▶ WORK ORDER:
Your task is to count the lines of the entries below that include the word "halo" and to give only the resulting number.

(INFORMATION SHOWN begins)

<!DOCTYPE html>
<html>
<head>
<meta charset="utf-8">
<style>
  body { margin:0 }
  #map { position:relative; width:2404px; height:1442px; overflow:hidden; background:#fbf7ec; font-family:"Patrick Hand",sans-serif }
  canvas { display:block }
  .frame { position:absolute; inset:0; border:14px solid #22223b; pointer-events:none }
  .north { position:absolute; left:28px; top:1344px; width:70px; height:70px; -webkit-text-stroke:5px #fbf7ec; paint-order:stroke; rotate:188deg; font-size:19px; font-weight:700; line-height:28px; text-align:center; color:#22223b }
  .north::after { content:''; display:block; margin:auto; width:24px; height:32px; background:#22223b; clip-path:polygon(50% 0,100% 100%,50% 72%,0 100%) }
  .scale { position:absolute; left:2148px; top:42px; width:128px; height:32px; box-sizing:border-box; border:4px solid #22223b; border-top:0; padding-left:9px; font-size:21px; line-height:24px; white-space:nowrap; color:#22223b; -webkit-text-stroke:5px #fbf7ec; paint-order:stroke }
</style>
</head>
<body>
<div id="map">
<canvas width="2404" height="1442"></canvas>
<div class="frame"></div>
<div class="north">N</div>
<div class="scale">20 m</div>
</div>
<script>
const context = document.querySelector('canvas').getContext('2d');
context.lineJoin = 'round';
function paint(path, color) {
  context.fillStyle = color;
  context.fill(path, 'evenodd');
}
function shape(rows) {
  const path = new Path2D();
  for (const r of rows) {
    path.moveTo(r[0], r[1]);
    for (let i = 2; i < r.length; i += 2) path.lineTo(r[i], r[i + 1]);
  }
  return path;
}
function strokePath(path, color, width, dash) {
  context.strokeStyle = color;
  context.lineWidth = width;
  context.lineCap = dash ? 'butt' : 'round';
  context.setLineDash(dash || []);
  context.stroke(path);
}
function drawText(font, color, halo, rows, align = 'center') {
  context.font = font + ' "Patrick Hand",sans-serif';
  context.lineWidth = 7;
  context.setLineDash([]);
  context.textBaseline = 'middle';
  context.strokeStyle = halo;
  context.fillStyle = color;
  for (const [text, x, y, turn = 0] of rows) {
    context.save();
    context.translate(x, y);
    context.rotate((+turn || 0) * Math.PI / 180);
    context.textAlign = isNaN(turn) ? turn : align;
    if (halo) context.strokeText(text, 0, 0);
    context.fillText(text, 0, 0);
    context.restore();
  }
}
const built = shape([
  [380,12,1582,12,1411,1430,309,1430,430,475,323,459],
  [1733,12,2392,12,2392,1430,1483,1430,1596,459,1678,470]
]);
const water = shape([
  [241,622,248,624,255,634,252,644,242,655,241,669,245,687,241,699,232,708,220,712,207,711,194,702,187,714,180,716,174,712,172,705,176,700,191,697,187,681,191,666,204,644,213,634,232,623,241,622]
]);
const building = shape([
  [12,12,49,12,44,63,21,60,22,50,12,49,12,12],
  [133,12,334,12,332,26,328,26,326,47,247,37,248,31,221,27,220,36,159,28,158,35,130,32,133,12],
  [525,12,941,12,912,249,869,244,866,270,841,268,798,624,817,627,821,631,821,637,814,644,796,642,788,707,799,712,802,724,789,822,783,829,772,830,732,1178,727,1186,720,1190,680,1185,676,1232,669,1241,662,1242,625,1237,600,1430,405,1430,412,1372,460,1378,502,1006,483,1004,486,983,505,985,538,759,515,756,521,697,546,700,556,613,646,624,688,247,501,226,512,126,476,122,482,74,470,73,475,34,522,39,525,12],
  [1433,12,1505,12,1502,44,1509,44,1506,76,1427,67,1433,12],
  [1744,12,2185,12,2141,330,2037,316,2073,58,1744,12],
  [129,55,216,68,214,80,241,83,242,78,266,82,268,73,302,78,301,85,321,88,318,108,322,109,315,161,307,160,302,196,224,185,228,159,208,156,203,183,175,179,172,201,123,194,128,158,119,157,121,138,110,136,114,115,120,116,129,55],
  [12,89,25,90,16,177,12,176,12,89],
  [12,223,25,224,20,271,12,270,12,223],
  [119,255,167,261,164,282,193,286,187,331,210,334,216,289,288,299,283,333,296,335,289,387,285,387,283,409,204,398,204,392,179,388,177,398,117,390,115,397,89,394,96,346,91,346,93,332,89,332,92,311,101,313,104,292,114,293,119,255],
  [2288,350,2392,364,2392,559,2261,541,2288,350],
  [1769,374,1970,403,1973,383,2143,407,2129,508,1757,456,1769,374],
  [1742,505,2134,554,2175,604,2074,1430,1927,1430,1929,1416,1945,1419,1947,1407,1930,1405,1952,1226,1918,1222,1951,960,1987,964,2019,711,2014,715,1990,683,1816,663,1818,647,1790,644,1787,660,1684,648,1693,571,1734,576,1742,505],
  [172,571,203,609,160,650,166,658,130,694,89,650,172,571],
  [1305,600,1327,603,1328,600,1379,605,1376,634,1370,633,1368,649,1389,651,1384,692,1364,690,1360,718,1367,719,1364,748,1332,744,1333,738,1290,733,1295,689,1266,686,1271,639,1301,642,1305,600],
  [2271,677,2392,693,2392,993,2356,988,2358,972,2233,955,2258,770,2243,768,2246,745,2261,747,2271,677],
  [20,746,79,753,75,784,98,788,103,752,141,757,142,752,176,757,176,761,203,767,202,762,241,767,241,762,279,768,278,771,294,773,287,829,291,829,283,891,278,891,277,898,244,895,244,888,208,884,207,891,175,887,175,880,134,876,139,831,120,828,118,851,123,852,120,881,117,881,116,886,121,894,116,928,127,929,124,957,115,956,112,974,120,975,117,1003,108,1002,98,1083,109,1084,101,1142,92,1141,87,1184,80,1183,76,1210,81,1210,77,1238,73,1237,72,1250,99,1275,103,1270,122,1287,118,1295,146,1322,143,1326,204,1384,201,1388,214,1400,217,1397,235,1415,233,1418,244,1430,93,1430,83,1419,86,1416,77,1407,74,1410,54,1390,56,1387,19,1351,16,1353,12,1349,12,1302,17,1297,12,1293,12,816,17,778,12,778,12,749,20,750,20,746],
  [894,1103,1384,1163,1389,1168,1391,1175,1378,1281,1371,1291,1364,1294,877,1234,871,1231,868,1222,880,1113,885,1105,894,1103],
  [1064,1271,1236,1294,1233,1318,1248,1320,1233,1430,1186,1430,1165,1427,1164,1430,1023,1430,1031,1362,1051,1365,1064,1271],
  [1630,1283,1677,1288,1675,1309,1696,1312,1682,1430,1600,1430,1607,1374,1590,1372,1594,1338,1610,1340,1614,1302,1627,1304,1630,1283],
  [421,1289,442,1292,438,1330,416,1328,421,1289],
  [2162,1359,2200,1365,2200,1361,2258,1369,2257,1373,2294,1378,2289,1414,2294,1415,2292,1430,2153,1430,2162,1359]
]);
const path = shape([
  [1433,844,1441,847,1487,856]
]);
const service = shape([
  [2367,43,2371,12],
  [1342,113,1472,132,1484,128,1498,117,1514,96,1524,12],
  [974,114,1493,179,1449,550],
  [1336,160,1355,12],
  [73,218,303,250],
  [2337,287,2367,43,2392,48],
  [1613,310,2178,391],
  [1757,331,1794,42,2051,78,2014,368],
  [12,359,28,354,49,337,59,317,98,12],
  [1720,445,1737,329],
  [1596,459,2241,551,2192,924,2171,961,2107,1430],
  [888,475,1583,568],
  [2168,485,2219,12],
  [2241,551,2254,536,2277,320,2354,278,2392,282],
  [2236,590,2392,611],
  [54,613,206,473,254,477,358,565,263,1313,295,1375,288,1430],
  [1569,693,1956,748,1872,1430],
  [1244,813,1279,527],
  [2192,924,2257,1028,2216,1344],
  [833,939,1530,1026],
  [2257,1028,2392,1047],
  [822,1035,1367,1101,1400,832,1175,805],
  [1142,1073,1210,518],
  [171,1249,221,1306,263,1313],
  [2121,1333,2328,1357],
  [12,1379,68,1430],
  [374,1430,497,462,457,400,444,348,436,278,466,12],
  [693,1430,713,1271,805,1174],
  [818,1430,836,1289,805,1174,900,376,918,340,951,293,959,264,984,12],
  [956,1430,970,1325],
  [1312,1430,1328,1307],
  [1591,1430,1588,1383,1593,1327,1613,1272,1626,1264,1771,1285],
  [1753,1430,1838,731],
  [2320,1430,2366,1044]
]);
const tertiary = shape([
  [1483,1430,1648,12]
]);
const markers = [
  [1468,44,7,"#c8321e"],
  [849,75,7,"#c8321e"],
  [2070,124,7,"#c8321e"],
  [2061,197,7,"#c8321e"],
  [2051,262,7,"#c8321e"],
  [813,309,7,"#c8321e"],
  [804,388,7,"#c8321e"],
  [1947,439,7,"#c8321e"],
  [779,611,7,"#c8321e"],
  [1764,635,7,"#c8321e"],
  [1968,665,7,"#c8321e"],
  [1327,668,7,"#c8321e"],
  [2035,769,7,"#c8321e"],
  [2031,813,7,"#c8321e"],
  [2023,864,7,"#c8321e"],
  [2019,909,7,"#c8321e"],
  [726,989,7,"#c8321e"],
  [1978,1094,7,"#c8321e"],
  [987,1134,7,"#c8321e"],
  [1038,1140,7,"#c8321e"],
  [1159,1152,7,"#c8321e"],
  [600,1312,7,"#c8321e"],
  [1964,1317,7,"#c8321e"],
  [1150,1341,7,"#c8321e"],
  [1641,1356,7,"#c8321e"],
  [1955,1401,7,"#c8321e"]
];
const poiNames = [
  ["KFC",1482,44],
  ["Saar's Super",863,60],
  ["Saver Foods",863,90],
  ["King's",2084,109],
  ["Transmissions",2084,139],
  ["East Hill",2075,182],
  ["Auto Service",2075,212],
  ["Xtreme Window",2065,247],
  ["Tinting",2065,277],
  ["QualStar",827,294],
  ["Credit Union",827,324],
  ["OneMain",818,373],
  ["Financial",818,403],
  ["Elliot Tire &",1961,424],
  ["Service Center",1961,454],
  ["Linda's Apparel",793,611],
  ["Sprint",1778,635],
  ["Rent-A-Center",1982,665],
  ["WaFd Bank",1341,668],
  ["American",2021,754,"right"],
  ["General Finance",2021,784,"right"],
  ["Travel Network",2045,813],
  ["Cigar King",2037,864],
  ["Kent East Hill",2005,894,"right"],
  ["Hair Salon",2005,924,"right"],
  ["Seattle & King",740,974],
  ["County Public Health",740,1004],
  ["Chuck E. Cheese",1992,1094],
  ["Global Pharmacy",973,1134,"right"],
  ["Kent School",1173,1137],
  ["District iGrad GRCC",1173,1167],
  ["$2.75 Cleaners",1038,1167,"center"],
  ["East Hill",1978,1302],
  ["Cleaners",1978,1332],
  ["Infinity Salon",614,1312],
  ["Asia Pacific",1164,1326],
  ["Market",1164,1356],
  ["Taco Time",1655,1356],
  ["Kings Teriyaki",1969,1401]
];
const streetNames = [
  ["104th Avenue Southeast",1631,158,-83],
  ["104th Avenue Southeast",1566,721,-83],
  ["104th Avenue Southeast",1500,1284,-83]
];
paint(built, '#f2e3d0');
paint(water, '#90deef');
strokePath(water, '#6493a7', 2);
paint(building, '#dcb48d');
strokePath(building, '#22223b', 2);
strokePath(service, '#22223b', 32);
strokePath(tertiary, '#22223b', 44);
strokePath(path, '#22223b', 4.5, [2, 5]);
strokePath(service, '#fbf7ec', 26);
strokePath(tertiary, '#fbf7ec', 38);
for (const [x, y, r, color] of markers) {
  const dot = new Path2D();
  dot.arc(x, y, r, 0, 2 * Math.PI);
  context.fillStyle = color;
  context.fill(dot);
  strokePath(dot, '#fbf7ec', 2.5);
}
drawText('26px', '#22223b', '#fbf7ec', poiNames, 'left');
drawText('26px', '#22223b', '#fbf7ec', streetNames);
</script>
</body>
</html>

(INFORMATION SHOWN ends)

▶ ANSWER TO THIS TASK:
3